Getting Started With Goats

Feed

Goats are browsers, not grazers. Goats flourish on land that would starve a horse or a cow. They drool for blackberry canes, multiflora rose, kudzu, poison ivy and leafy spurge, and they rhapsodize over saplings, suckers and brush.

In an Australian study, the stomachs of free-ranging goats were found to contain approximately 72 percent browse and only 28 percent grass; goats pastured with grazing species (horses, cattle and sheep) don’t compete for choice grasses and open brushy areas for their pasturemates to dine on. For hundreds of years, farmers and ranchers have employed goats to clear rough land. You can, too.

Compared to most livestock ventures, entry-level commercial goat enterprise costs are modest indeed.

Breeds

Moderately-priced does of mixed meat breed ancestry are readily available. Breeds include:

Purebred or high-percentage meat breed bucks cost about the same as a registered bull.

Besides preferring browse to prime grass, six to eight goats flourish on the hay and concentrates needed to nourish a single cow or horse.

Housing

Goat housing is the essence of simplicity: Keep goats dry and out of drafts, and they thrive.

Existing farm fences can usually be goat-proofed with additional strands of barbed or electric wire. Goats are intelligent, friendly and just plain fun to have around. A passel of kids with access to climbing toys is good for more laughs than comedy TV!

Marketing Meat Goats

And there is more than one way to market meat goats.

  • Successful goat entrepreneurs produce organic chevon for restaurants and other discriminating, health-conscious consumers;
  • They sell commercial slaughter goats individually or as part of a chevon marketing co-op through their local sale barns or to goat brokers or meat processors, or
  • They direct market live goats to ethnic buyers from their own back doors.

For those who choose not to raise goats for slaughter, a strong demand exists for quality meat-breed show and breeding stock.

  • Some producers specialize in show wethers (the meat goat division is the fastest growing segment of many states’ 4-H programs);
  • Others show purebred bucks and percentage does (a commercial doe for commercial herd improvement; and
  • A select number in top-of-the-crop show and purebred breeding stock—among them Matt Gurn and his wife, Claudia Marcus-Gurn, of MAC Goats.

MAC Goats

Two years ago, when Claudia retired from her position as Accounting Supervisor at California’s famous Folsom Prison, the Gurns packed their worldly belongings, their Boer goats, and their livestock guardian dogs and their household pets (including Cash, the Folsom Prison cat), and set off cross-country for a new life in the Missouri Ozarks.

When asked why they chose this region, Claudia laughs. “Cheap land,” she says.

“And I grew up in the woods, so I wanted to live back on the deer trails again.
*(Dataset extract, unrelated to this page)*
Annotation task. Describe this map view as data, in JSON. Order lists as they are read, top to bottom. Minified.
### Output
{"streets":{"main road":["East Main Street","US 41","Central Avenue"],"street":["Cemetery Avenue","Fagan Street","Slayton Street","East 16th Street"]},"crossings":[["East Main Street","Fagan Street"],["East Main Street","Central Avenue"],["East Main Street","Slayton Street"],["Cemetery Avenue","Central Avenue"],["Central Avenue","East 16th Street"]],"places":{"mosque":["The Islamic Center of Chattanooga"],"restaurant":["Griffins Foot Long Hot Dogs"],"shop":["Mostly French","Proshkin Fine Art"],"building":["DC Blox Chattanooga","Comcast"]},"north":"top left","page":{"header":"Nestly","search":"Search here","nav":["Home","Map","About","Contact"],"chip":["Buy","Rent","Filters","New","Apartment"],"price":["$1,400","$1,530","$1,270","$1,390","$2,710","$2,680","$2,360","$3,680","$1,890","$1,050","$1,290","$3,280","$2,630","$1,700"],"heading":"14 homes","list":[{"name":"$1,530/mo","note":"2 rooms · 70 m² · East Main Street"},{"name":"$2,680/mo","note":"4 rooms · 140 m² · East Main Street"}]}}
We chose this place,” she adds, gesturing out the window at their beautiful river-bottom farm, “for a special reason. Matt and I are Christians and our faith is important to us. We’d looked at other properties but they didn’t suit us for one reason or another. Then we found this place. We liked it, but when I saw the aerial map of this property, I knew we’d been given a sign. From above, this property is shaped like a fish!”

Nestled in the wilderness of a lush, green valley under towering Ozark cliffs, MAC Goats is surrounded by the Mark Twain National Forest.
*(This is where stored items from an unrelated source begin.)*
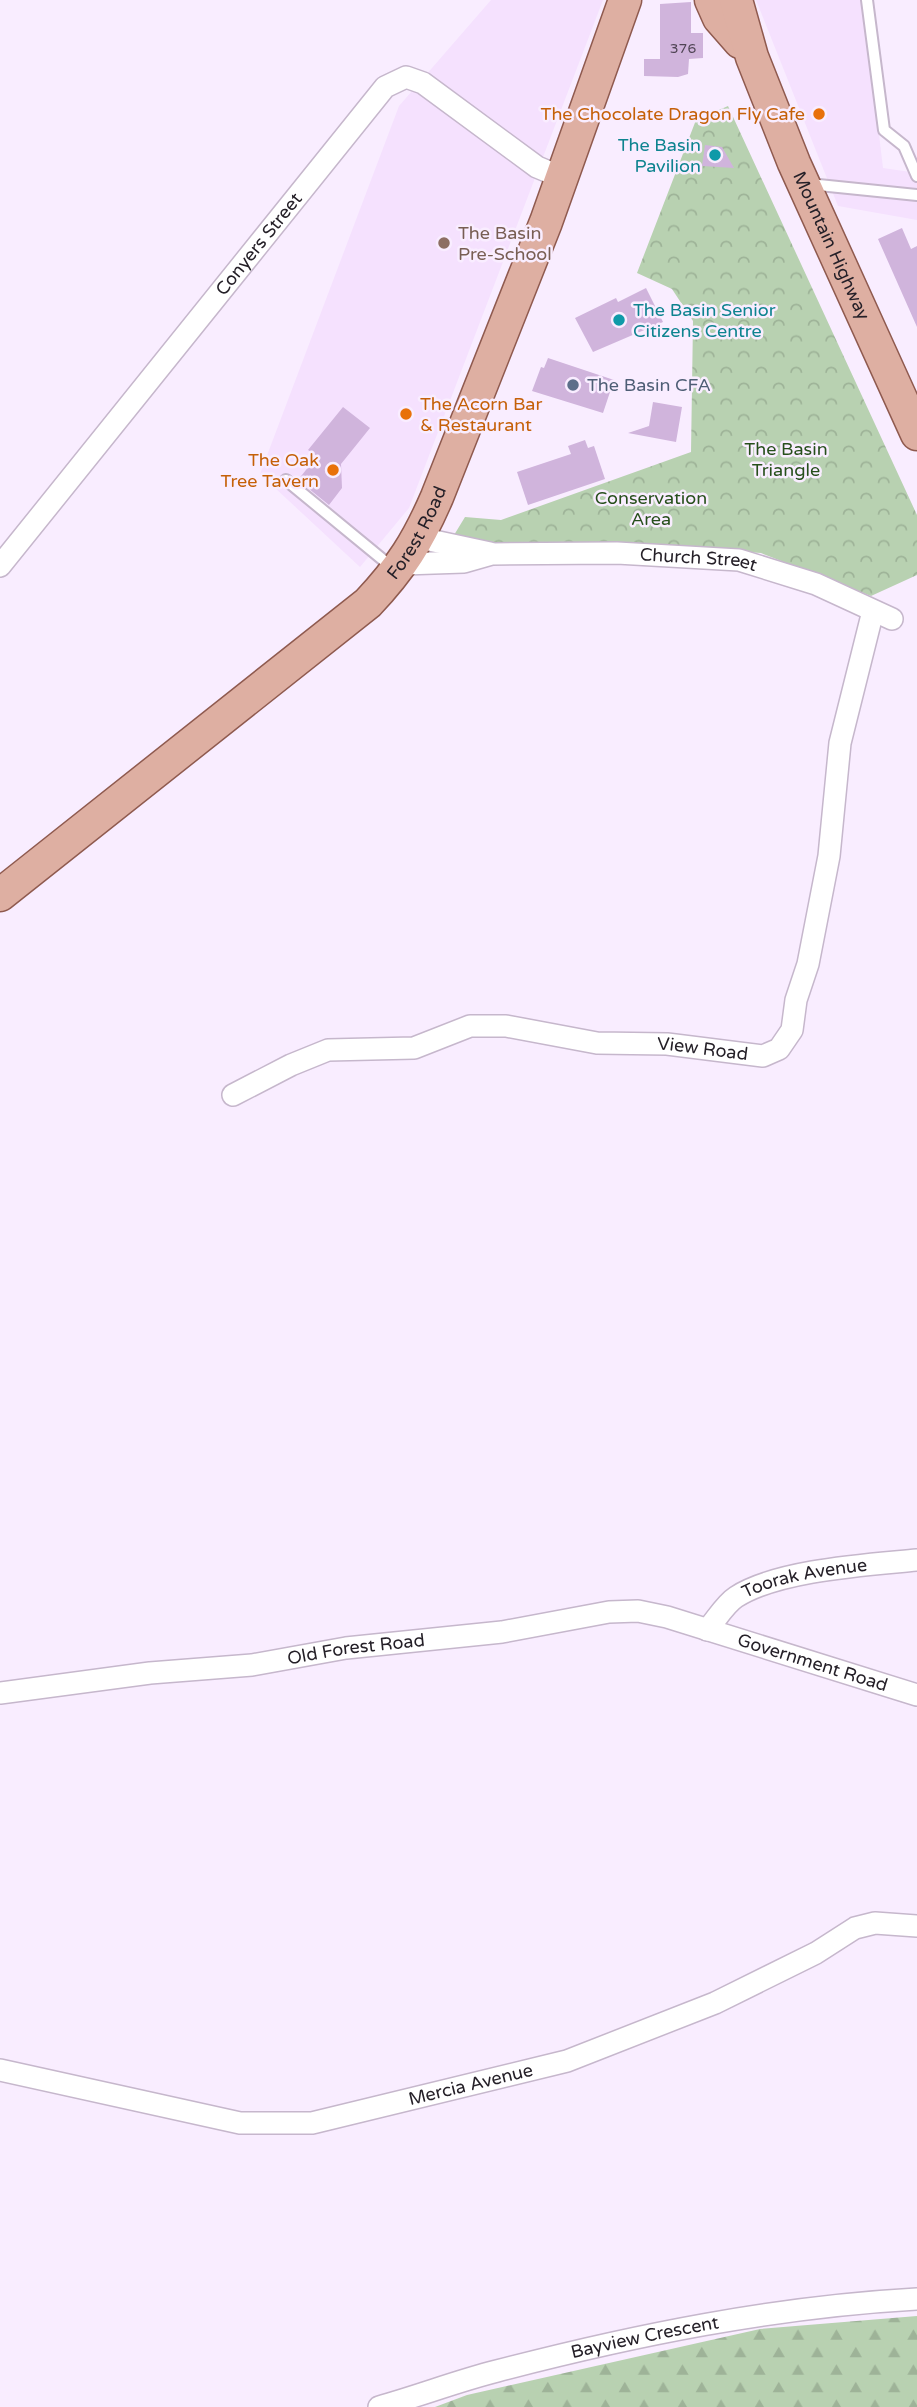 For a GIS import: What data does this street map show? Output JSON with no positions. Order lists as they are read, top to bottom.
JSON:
{
  "streets": {
    "main road": ["Mountain Highway", "Forest Road"],
    "street": [
      "Conyers Street",
      "Church Street",
      "View Road",
      "Toorak Avenue",
      "Old Forest Road",
      "Government Road",
      "Mercia Avenue",
      "Bayview Crescent"
    ]
  },
  "crossings": [
    ["Conyers Street", "Forest Road"],
    ["Forest Road", "Church Street"],
    ["Church Street", "View Road"],
    ["Toorak Avenue", "Old Forest Road"],
    ["Toorak Avenue", "Government Road"],
    ["Old Forest Road", "Government Road"]
  ],
  "parks": ["The Basin Triangle", "Conservation Area"],
  "places": [
    "The Chocolate Dragon Fly Cafe",
    "The Basin Pavilion",
    "The Basin Pre-School",
    "The Basin Senior Citizens Centre",
    "The Basin CFA",
    "The Acorn Bar & Restaurant",
    "The Oak Tree Tavern"
  ],
  "house_numbers": ["376"]
}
The nearby Eleven Point River, one of Missouri’s Ozark National Scenic Riverways, draws hundreds of thousands of tourists to the area each year. Their home was built in 1894, and though they’ve added on and renovated, the Gurns strive to preserve its original character. Its small, neat rooms are furnished with antiques and Claudia’s own artwork; awards from prestigious Boer goat shows are frosting on the cake.
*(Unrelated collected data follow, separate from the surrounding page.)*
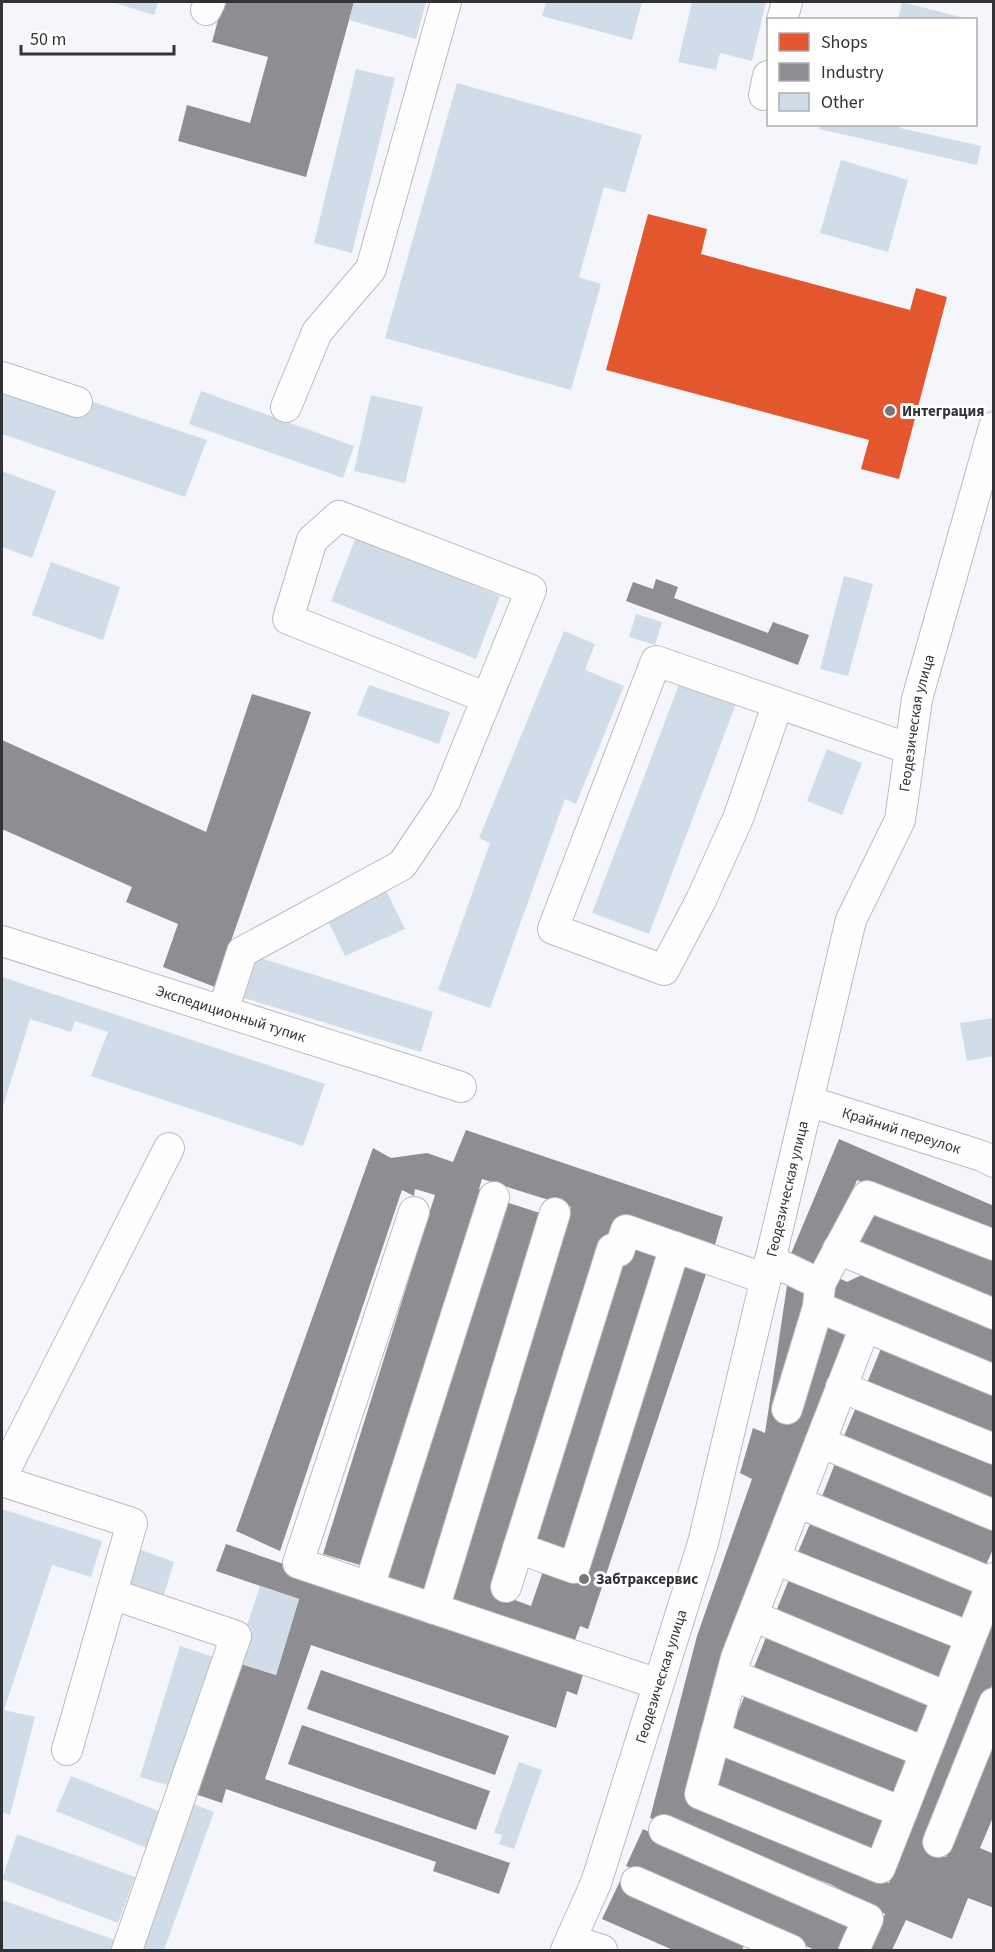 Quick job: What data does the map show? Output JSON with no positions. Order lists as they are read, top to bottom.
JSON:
{
  "streets": {
    "street": ["Геодезическая улица", "Экспедиционный тупик", "Крайний переулок"]
  },
  "crossings": [
    ["Геодезическая улица", "Крайний переулок"]
  ],
  "places": ["Интеграция", "Забтраксервис"],
  "legend": ["Shops", "Industry", "Other"],
  "scale_bar": "50 m"
} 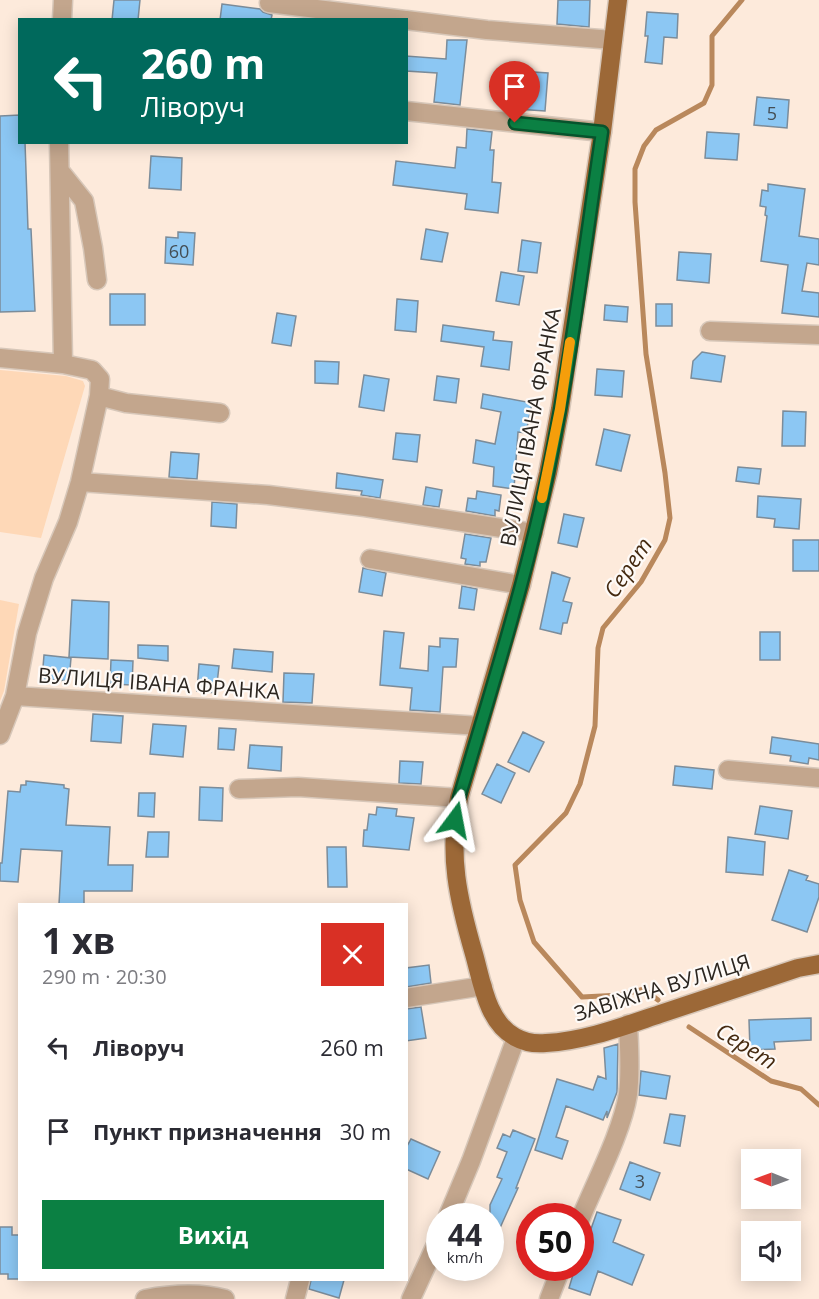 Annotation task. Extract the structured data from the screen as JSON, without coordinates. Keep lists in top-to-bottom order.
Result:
{
  "streets": {
    "main road": ["ВУЛИЦЯ ІВАНА ФРАНКА", "ЗАВІЖНА ВУЛИЦЯ"]
  },
  "crossings": [
    ["ВУЛИЦЯ ІВАНА ФРАНКА", "ЗАВІЖНА ВУЛИЦЯ"]
  ],
  "water": ["Серет"],
  "house_numbers": ["5", "60", "3"],
  "north": "left",
  "page": {
    "turn": ["260 m", "Ліворуч"],
    "heading": ["1 хв", "290 m · 20:30"],
    "list": [
      {
        "name": "Ліворуч",
        "value": "260 m"
      },
      {
        "name": "Пункт призначення",
        "value": "30 m"
      }
    ],
    "buttons": "Вихід",
    "speed": "44 km/h",
    "limit": "50"
  }
}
“We weren’t the first Boer breeders in North America,” Claudia explains, “but we were one of the first in California. We already had Nubians, but when Boers came along, they simply swept us off our feet. We were blessed when we bought our foundation stock. We’ve always had outstanding bucks. Our first was Chieftain. He came from South Africa to Canada as an embryo. We showed Chieftain twice, winning two Grand Champions and two Best of Shows, along with 55 points toward his Ennoblement—that’s the highest honor a Boer goat can earn. Chieftain was the sweetest guy and he sired the nicest babies. He really got us off on the right foot.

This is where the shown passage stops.